▼
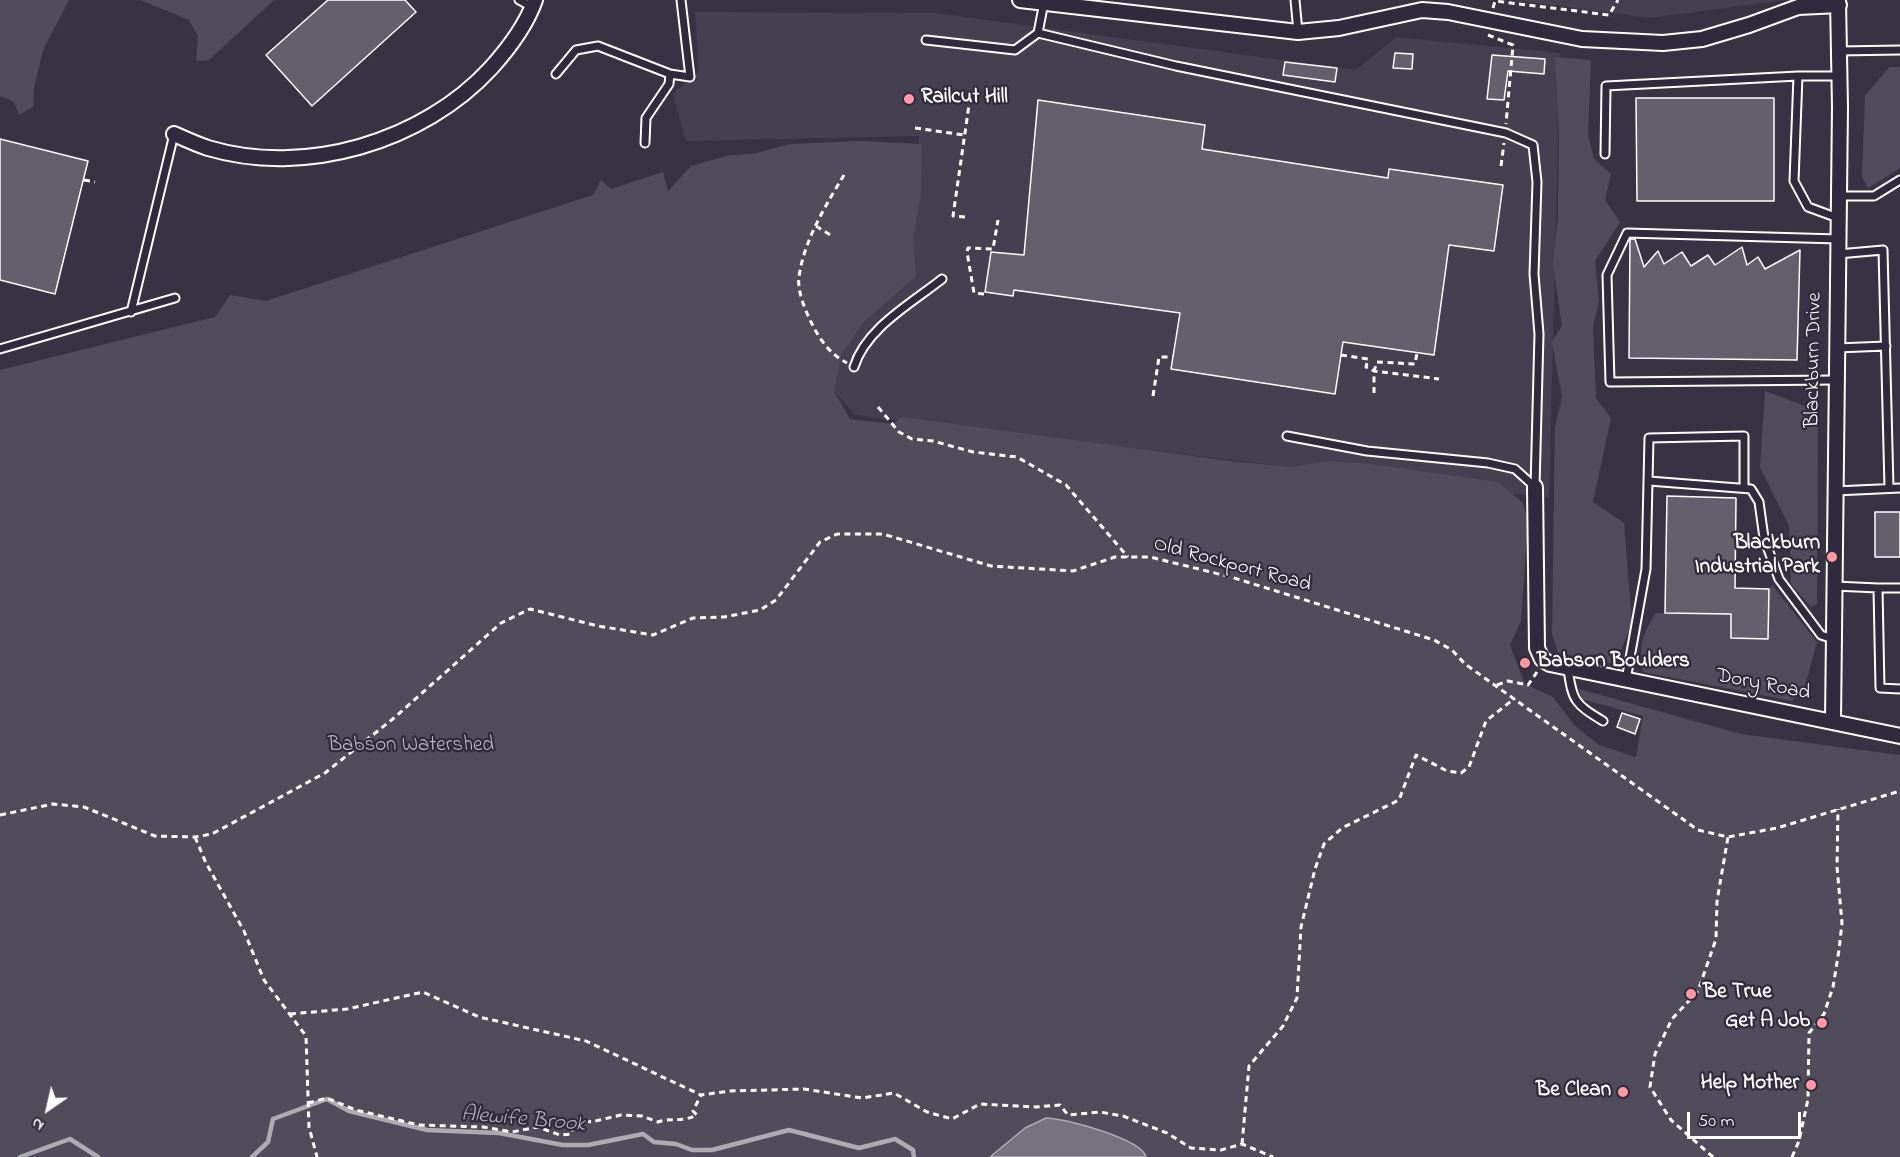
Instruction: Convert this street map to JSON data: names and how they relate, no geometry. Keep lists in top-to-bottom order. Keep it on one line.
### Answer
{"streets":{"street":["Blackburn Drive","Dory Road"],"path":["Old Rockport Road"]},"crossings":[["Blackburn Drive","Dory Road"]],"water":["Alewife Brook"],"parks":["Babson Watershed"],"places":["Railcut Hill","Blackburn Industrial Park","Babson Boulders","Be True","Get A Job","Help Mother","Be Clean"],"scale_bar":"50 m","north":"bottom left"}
▲
▼
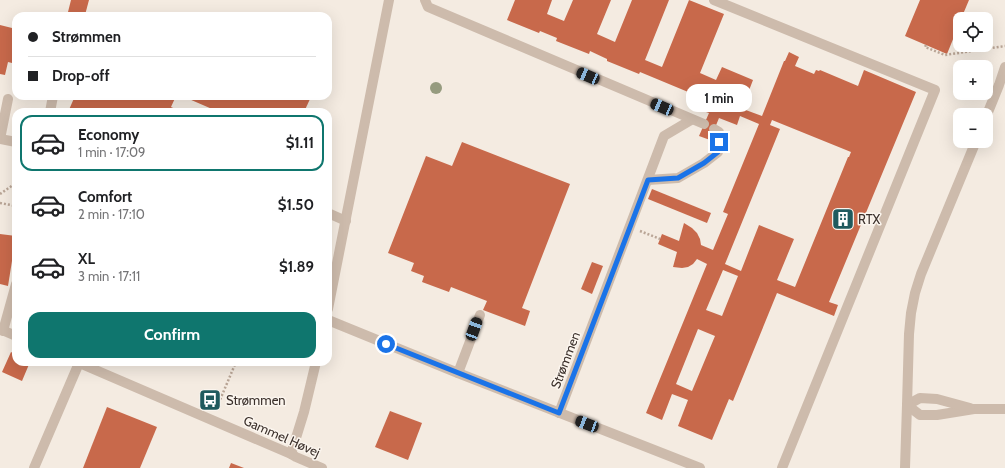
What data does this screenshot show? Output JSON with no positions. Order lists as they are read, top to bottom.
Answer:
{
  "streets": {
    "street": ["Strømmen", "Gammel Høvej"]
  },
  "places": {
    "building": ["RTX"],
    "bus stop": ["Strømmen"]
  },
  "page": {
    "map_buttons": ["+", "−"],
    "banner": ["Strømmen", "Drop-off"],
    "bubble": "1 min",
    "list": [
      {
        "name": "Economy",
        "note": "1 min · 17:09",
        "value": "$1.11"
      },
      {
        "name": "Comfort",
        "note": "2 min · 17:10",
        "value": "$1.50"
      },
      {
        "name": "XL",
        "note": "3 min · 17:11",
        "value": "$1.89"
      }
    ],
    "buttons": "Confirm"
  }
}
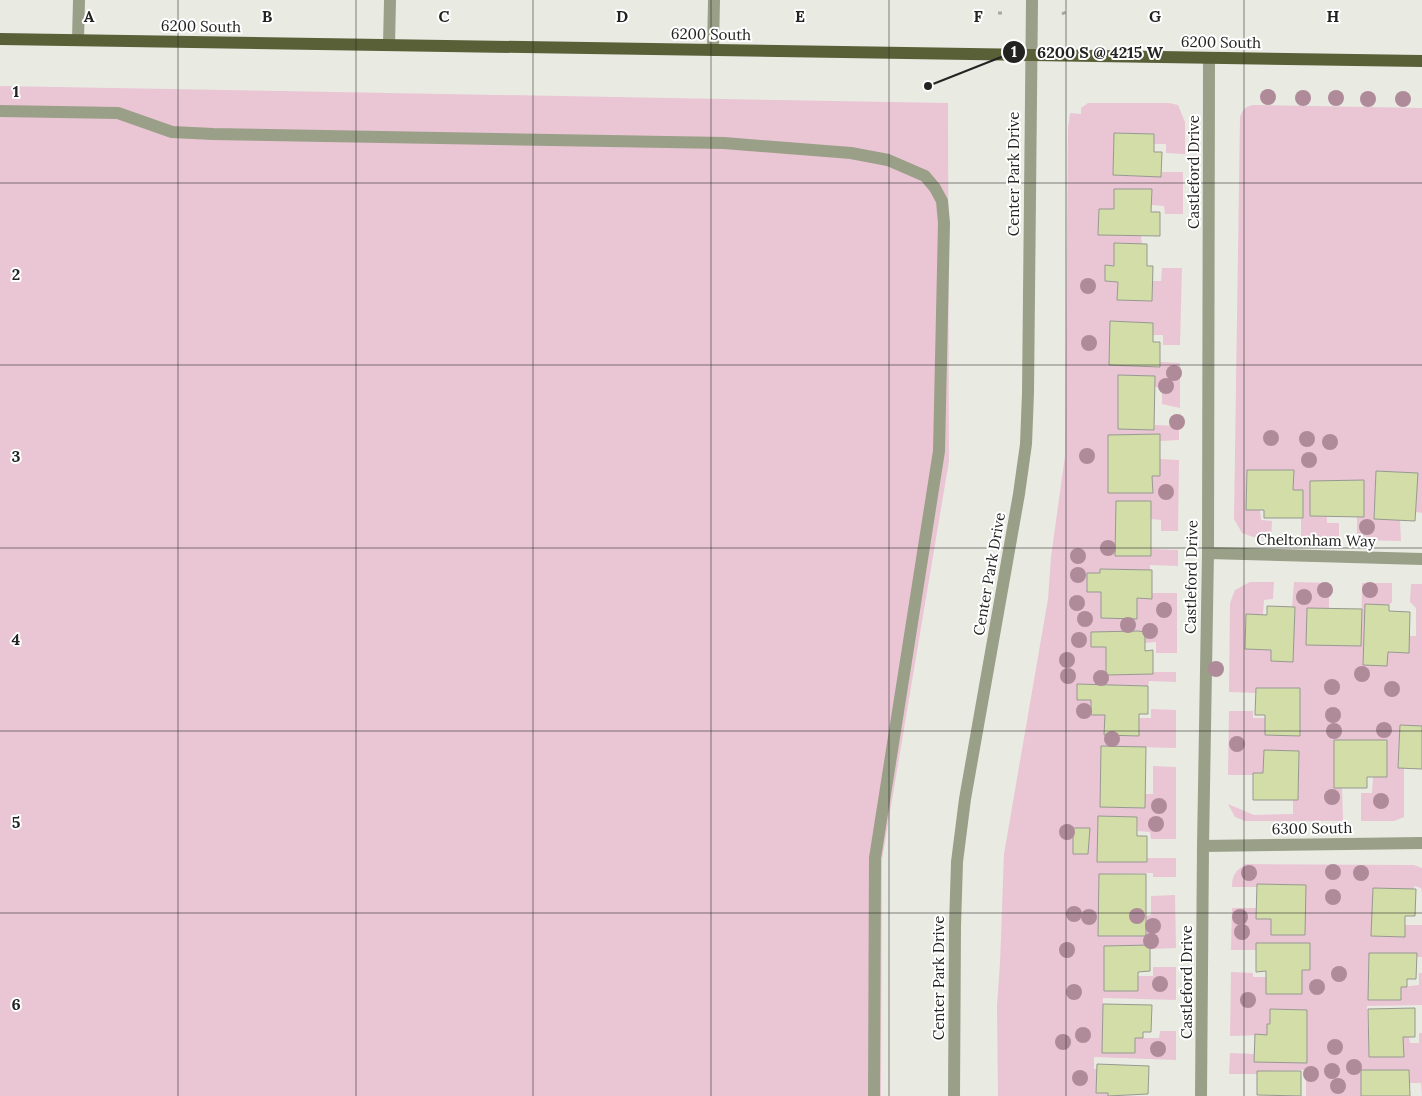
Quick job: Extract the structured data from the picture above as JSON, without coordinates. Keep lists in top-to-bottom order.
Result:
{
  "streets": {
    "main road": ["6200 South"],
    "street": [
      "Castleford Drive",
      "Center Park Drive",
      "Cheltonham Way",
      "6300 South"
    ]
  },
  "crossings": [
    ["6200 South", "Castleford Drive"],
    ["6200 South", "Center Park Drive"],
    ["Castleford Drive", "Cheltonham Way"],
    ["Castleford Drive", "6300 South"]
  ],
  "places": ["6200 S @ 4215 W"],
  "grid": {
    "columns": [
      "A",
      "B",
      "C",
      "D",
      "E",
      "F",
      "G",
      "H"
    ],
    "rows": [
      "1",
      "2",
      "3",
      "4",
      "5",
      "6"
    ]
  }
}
▲
__EXERCISE__: Scan the lines above for the word "JSON" and copy every one where it occurs.

__RESPONSE__:
Instruction: Convert this street map to JSON data: names and how they relate, no geometry. Keep lists in top-to-bottom order. Keep it on one line.
What data does this screenshot show? Output JSON with no positions. Order lists as they are read, top to bottom.
Quick job: Extract the structured data from the picture above as JSON, without coordinates. Keep lists in top-to-bottom order.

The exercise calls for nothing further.